Bosses are right: workers spend 2.5 fewer hours on the clock when they’re working from home

Emma BurleighBy Emma BurleighReporter, Success
Emma BurleighReporter, Success

    Emma Burleigh is a reporter at Fortune, covering success, careers, entrepreneurship, and personal finance. Before joining the Success desk, she co-authored Fortune’s CHRO Daily newsletter, extensively covering the workplace and the future of jobs. Emma has also written for publications including the Observer and The China Project, publishing long-form stories on culture, entertainment, and geopolitics. She has a joint-master’s degree from New York University in Global Journalism and East Asian Studies.
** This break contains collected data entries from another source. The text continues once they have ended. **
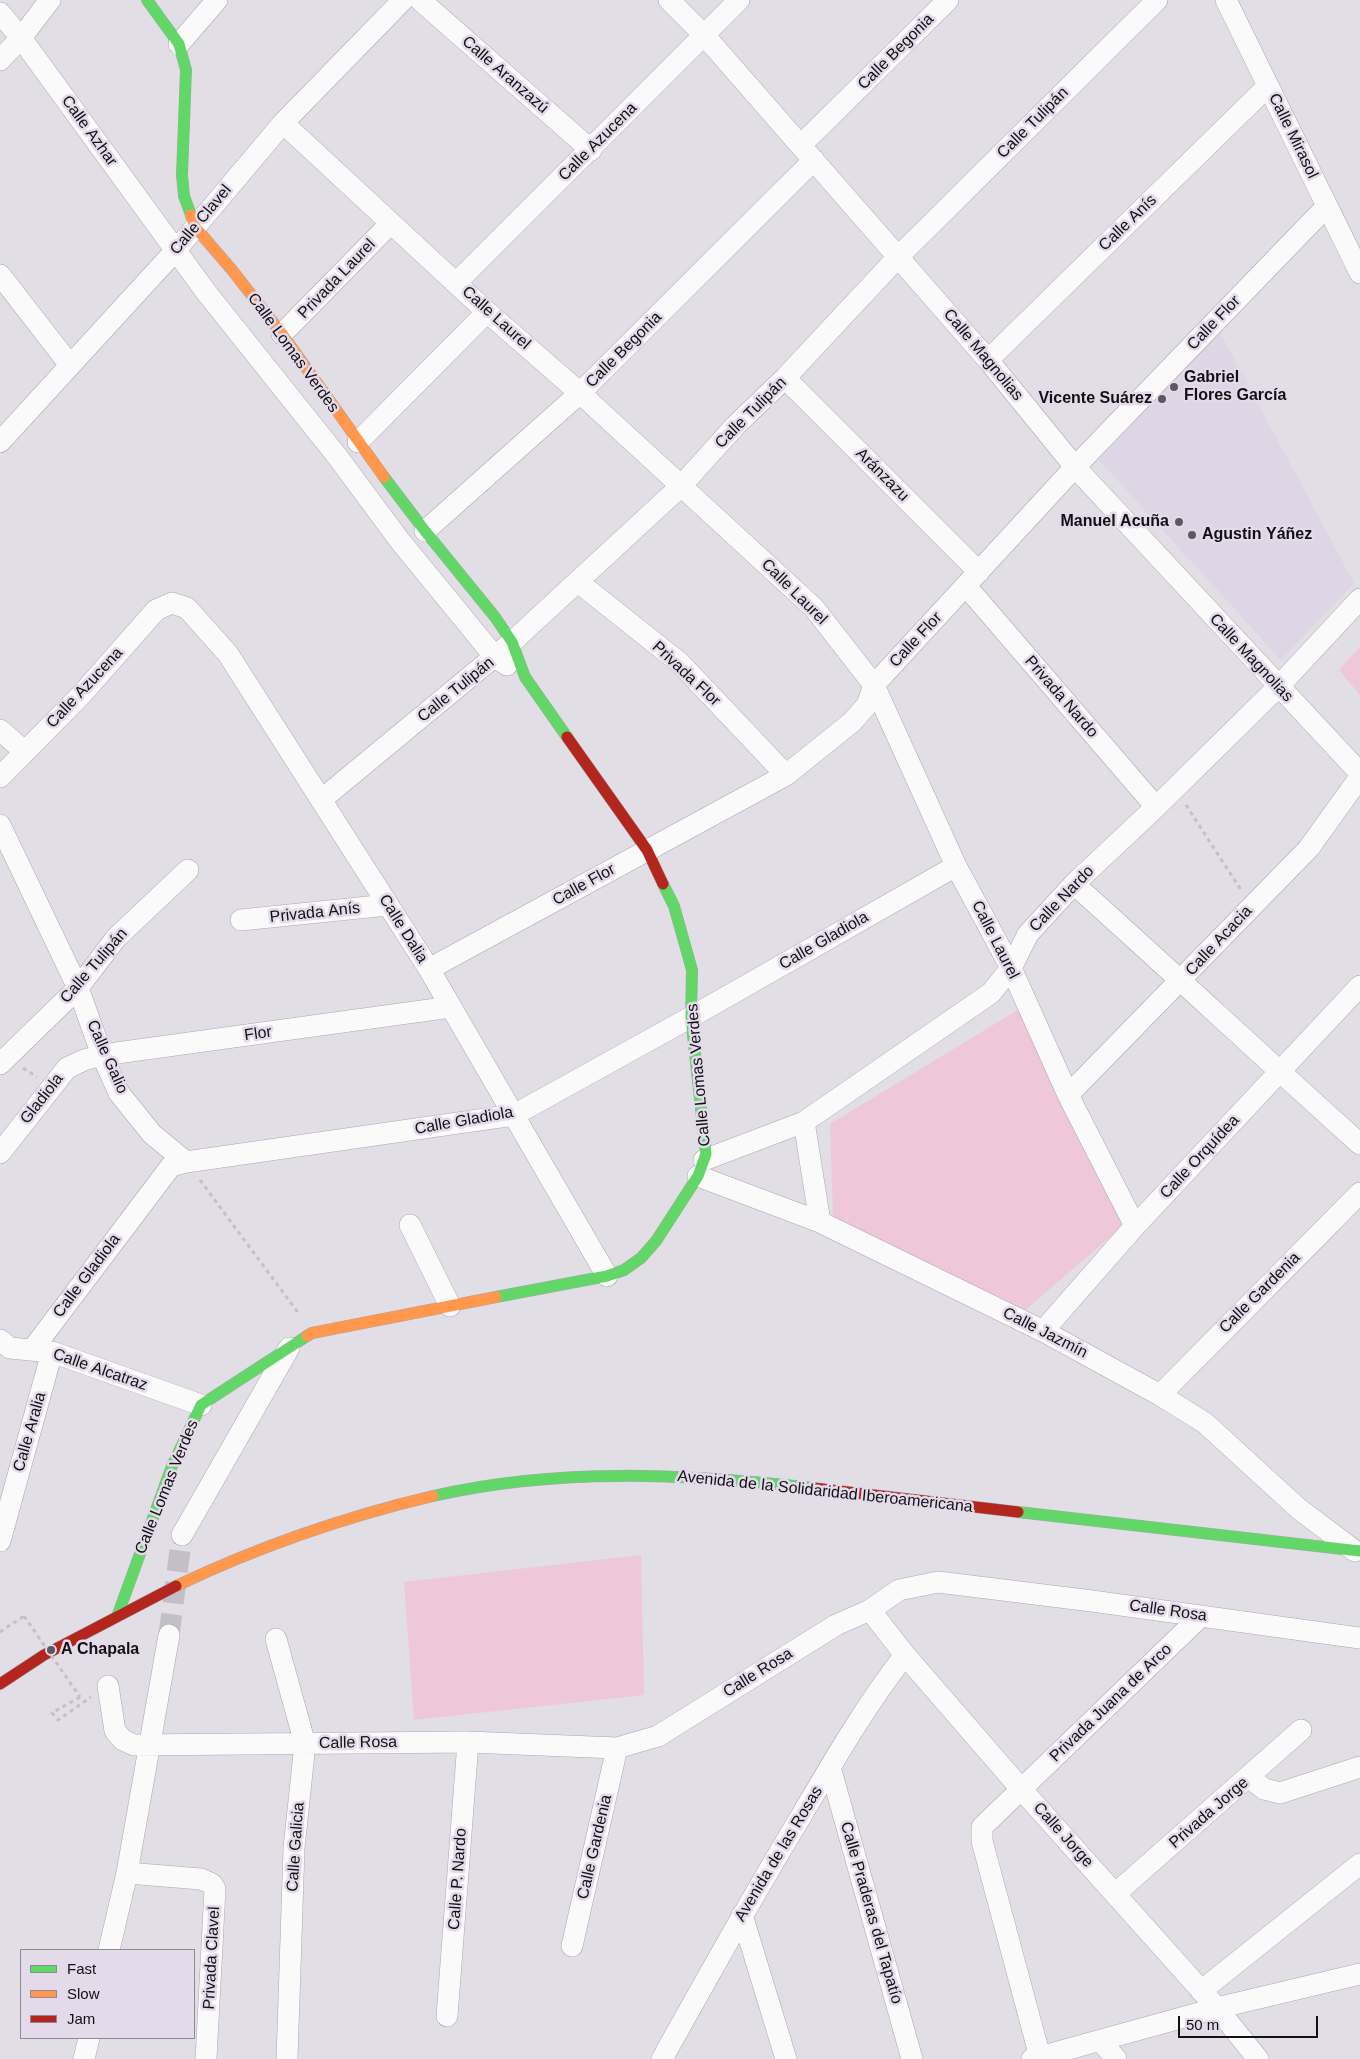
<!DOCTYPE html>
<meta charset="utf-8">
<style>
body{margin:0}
#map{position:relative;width:1360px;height:2059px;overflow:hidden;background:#e2dee6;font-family:Arial,sans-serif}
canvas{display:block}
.legend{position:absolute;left:20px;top:1949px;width:175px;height:90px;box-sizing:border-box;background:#e3daea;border:1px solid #908995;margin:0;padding:6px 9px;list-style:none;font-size:15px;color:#131015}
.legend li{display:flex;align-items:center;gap:10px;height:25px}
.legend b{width:25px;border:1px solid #908995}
.scale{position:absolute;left:1178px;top:2016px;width:140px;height:22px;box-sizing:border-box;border:2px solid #131015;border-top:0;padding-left:6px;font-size:15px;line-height:18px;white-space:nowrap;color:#131015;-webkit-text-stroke:4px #e3daea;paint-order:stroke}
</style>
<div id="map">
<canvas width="1360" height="2059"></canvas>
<ul class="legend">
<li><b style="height:6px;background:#63d668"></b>Fast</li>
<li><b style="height:6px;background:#ff974d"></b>Slow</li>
<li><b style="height:6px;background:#b3261e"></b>Jam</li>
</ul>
<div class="scale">50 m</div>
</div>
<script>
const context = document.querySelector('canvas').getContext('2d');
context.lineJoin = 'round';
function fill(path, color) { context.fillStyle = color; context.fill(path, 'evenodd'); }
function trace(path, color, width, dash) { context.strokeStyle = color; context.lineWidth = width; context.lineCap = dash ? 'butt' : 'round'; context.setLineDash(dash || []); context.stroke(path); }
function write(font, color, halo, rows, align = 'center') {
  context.font = font + ' Arial,sans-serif'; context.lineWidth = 5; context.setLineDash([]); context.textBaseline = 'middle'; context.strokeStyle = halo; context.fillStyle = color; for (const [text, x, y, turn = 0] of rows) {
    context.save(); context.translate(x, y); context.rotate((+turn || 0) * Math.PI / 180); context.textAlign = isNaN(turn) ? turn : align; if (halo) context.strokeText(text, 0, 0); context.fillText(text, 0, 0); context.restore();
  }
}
const built = new Path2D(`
 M1218,329l136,254 -73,77 -182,-200z`);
const green = new Path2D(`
 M1360,647v48l-21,-25z
 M1021,1008l102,218 -99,85 -191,-94 -3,-93z
 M641,1555l3,140 -230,25 -10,-138z`);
const streetTunnel = new Path2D(`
 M169,1635l13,-100`);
const path = new Path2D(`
 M1186,805l55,85
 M23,1068l14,9
 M200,1180l99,134
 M0,1632l24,-16
 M80,1697l-28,16 6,7 33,-23`);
const street = new Path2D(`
 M420,0l171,150
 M669,0l35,35 284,325 87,107 285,306
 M1226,0l134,273
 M0,13l21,25 185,254 131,164 63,85 95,116 12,8
 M179,44l38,-44
 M0,60l21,-22 29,-38
 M283,123l204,189 93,81 234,215 60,77 82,181 55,102 57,127 67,131
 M801,145l147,-145
 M0,275l70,90
 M456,283l283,-283
 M282,334l109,-111
 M988,360l280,-274
 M785,378l194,194
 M0,442l176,-192 107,-127 120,-123
 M358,442l129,-130
 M425,531l155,-138 234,-233
 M578,582l102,81 106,112
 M966,586l190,221
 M0,730l25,22
 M0,777l82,-83 74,-84 16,-7 15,5 41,46 201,315 178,307
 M321,800l191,-158 169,-156 55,-61 49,-47 113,-121 259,-257
 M0,825l78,163 24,67 17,38 33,41 34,28
 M1074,884c96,86 190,174 286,260
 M241,920l147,-15
 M429,969l357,-194 66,-53 15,-17 7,-20 201,-218 252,-261
 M0,1064l78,-76 38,-50 72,-68
 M1068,1095l241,-247 51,-71
 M804,1122l16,100
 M0,1153l67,-85 17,-8 18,-5 349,-48
 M704,1160l100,-38 187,-129 20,-25 17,-34 46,-50 82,-77 122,-120 82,-88
 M698,1176l122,46 223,109 117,64 45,28 94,86 56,42
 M410,1225l40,81
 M1043,1331l92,-105 225,-240
 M0,1340l10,8 42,4 149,53
 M32,1350l139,-184 15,-4 328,-47 177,-98 265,-151
 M1160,1395l200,-202
 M182,1535l107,-187
 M0,1541l52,-189
 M870,1610l35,45 117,135 195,218 41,51
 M276,1639l29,105 -11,104 -7,211
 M108,1686l7,45 8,9 11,5 334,-3 149,6 41,-12 178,-111 34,-15 29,-20 39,-8 154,19 268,37
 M830,1767l82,292
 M1249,1777l15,12 16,4 80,-26
 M127,1873l74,6 11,5 3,5 -9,170
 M1115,1894l186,-164
 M742,1915l44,144
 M572,1946l45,-198
 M109,1950l18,-77 42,-238
 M1201,1991l159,-127
 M447,2016l21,-274
 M1101,2041l15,18
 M1040,2057l-58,-216v-14l219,-211
 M84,2059l5,-21
 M662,2059c45,-81 90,-162 138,-241 33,-56 65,-112 105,-163
 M1032,2059l185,-51 143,-34`);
const fast = new Path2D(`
 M147,0l32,44 7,26 -4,105 2,21 7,19
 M384,477l41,54 70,86 17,25 13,35 42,60
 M496,1297l111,-21 17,-6 17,-12 15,-17 42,-65 8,-22 -15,-137 1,-47 -18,-64 -11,-22
 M433,1496c125,-29 253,-22 380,-8
 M1018,1512l342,39
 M118,1614l54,-148 29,-61 106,-69`);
const slow = new Path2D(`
 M191,215l4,12 37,43 50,64 102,143
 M307,1336l5,-3 184,-36
 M176,1586c82,-39 168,-69 257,-90`);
const jam = new Path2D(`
 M567,737l80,113 16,34
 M813,1488l205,24
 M0,1684l44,-29 132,-69`);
const pathBridge = new Path2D(`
 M24,1616l56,81`);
const markers = [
 [1174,387,5,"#5b585e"],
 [1162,399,5,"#5b585e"],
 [1179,522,5,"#5b585e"],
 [1192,535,5,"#5b585e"],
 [51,1650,5,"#5b585e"]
];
const streetNames = [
 ["Calle Begonia",896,52,-45],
 ["Calle Aranzazú",505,75,41],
 ["Calle Tulipán",1033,123,-45],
 ["Calle Azhar",89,131,54],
 ["Calle Mirasol",1293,136,64],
 ["Calle Azucena",598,142,-45],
 ["Calle Clavel",201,220,-50],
 ["Calle Anís",1128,223,-44],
 ["Privada Laurel",337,279,-46],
 ["Calle Laurel",496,318,42],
 ["Calle Flor",1214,323,-46],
 ["Calle Begonia",624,350,-45],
 ["Calle Lomas Verdes",293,353,54],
 ["Calle Magnolias",983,355,50],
 ["Calle Tulipán",751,413,-45],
 ["Aránzazu",882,475,45],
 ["Calle Laurel",794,592,45],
 ["Calle Flor",916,640,-47],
 ["Calle Magnolias",1251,658,47],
 ["Privada Flor",686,674,43],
 ["Calle Azucena",85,688,-47],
 ["Calle Tulipán",456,690,-39],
 ["Privada Nardo",1061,697,49],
 ["Calle Flor",584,885,-29],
 ["Calle Nardo",1062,899,-46],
 ["Privada Anís",315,913,-6],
 ["Calle Dalia",403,929,58],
 ["Calle Laurel",995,940,63],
 ["Calle Gladiola",824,941,-30],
 ["Calle Acacia",1219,941,-47],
 ["Calle Tulipán",94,966,-49],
 ["Flor",258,1034,-8],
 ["Calle Galio",107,1057,66],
 ["Calle Lomas Verdes",699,1075,-95],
 ["Gladiola",42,1099,-52],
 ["Calle Gladiola",464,1121,-10],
 ["Calle Orquídea",1200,1157,-47],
 ["Calle Gladiola",87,1276,-53],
 ["Calle Gardenia",1260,1293,-45],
 ["Calle Jazmín",1045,1333,27],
 ["Calle Alcatraz",100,1370,19],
 ["Calle Aralia",30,1432,-74],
 ["Calle Lomas Verdes",167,1487,-68],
 ["Avenida de la Solidaridad Iberoamericana",825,1492,6],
 ["Calle Rosa",1168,1611,8],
 ["Calle Rosa",758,1673,-32],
 ["Privada Juana de Arco",1111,1703,-44],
 ["Calle Rosa",358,1743,-1],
 ["Privada Jorge",1209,1813,-41],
 ["Calle Jorge",1063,1835,48],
 ["Calle Galicia",296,1847,-86],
 ["Calle Gardenia",595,1847,-77],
 ["Avenida de las Rosas",779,1854,-59],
 ["Calle P. Nardo",458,1879,-86],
 ["Calle Praderas del Tapatío",871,1913,74],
 ["Privada Clavel",212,1958,-87]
];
const poiNames = [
 ["Gabriel",1184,378],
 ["Flores García",1184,396],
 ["Vicente Suárez",1152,399,"right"],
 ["Manuel Acuña",1169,522,"right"],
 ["Agustin Yáñez",1202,535],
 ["A Chapala",61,1650]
];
fill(built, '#ded5e5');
fill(green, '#eec8d8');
trace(streetTunnel, '#c3bfc7', 21, [21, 11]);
trace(street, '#aaa7ad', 22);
trace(fast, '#aaa7ad', 12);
trace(slow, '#aaa7ad', 12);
trace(jam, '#aaa7ad', 12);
trace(path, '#c2c1c4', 3, [4, 4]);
trace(street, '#fbfafb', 21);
trace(fast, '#63d668', 11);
trace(slow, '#ff974d', 11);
trace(jam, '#b3261e', 11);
trace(pathBridge, '#c2c1c4', 3, [4, 4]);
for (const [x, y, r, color] of markers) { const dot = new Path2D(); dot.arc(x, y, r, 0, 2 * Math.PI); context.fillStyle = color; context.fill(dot); trace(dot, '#e3daea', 2); }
write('16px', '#131015', '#e3daea', streetNames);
write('bold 16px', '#131015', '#e3daea', poiNames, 'left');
</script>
    In-office employees work nearly 2 days more weekly than their remote counterparts, as staffers binge-watch TV and fake keyboard activity from home. Men are the worst-offenders.
    In-office employees work nearly 2 days more weekly than their remote counterparts, as staffers binge-watch TV and fake keyboard activity from home. Men are the worst-offenders.
    Igor Alecsander—Getty Images
    • Research reveals employees clock in 2.65 fewer hours on the job while working from home, compared to their in-office counterparts. Despite the appeal of flexible schedules and some myth-busting, it’s been found that staffers can be less productive, fake work and watch movies on the job while in the comfort of their abode.

    Bosses have been worried that their employees are watching Netflix or running errands on the clock while WFH—and their intuition may be right.

    That’s because people who work at the office on a typical day averaged 7.79 hours on the job, while work-from-home employees only clocked in about 5.14 hours, according to new data from the U.S. Bureau of Labor Statistics. That’s a 2.65-hour daily difference. It tallies up to workers doing nearly 1.65 more days of work a week when they’re in the office, compared to at home.  

    Men are the worst offenders of this, working around 0.2 hours less daily than their female counterparts from home. Yet when it comes to working in the office, they show face for 0.3 hours longer every day than women do.

    When it comes to occupation, the study found that construction staffers working from home are the most likely to dodge work, only logging in 2.17 hours every day from their couches. Other flexible jobs in transportation, professional services, the service industry logged the lowest amount of hours daily. Staffers in these industries work up to nearly 6 hours less per day when they are at home, than their in-office counterparts. 

    Remote workers are binge-watching TV

    It’s no secret that many people want flexible schedules; it allows caretakers to be more present for their loved ones, imparts a sense of trust from bosses, and cuts down on commuting time and costs. But some are taking advantage of it.

    On top of working fewer hours, fully remote work is associated with 10% to 20% lower productivity than fully in-person work, according to another 2023 study by Stanford’s Institute for Economic Policy and Research. And it may be for all the reasons managers are so concerned about—young workers hanging on the couch watching TV, or employees quietly slipping away for a midday shower.

    In fact, about 84% of Gen Z workers fessed up to streaming shows and movies while working at home, according to a survey this year from streaming TV service Tubi. And it may be cutting into their job hours, as 53% of employed Gen Z said they’ve put off work to finish a show they’re binge-watching.

    “As hybrid-work models continue to be the norm, the boundary between work and entertainment becomes more fluid across the board,” Cynthia Clevenger, senior vice president of B2B marketing at Tubi, told Fortune. “It’s not just passive background noise—it’s part of how they take breaks, stay stimulated, or even manage their focus throughout the day.”

    Millennials and Gen Z are the biggest culprits, with 30% of the two young generations admitting to faking working, according to a 2024 survey from Workhuman. Companies like Wells Fargo have caught employees with this kind of behavior red-handed, firing a handful of staffers for “simulating keyboard activity” on the job. 

    Fortune 500 companies have tried to wrangle productivity issues through a wave of RTO mandates, rained down from companies like Amazon, Google, and JPMorgan over the past few years. But despite concerns about dampened efficiency and faked keyboard activity, it looks like work from home isn’t going anywhere. The share of employed people working at home on the average day was about 33% in 2024, compared to 35% in 2023, according to the BLS data.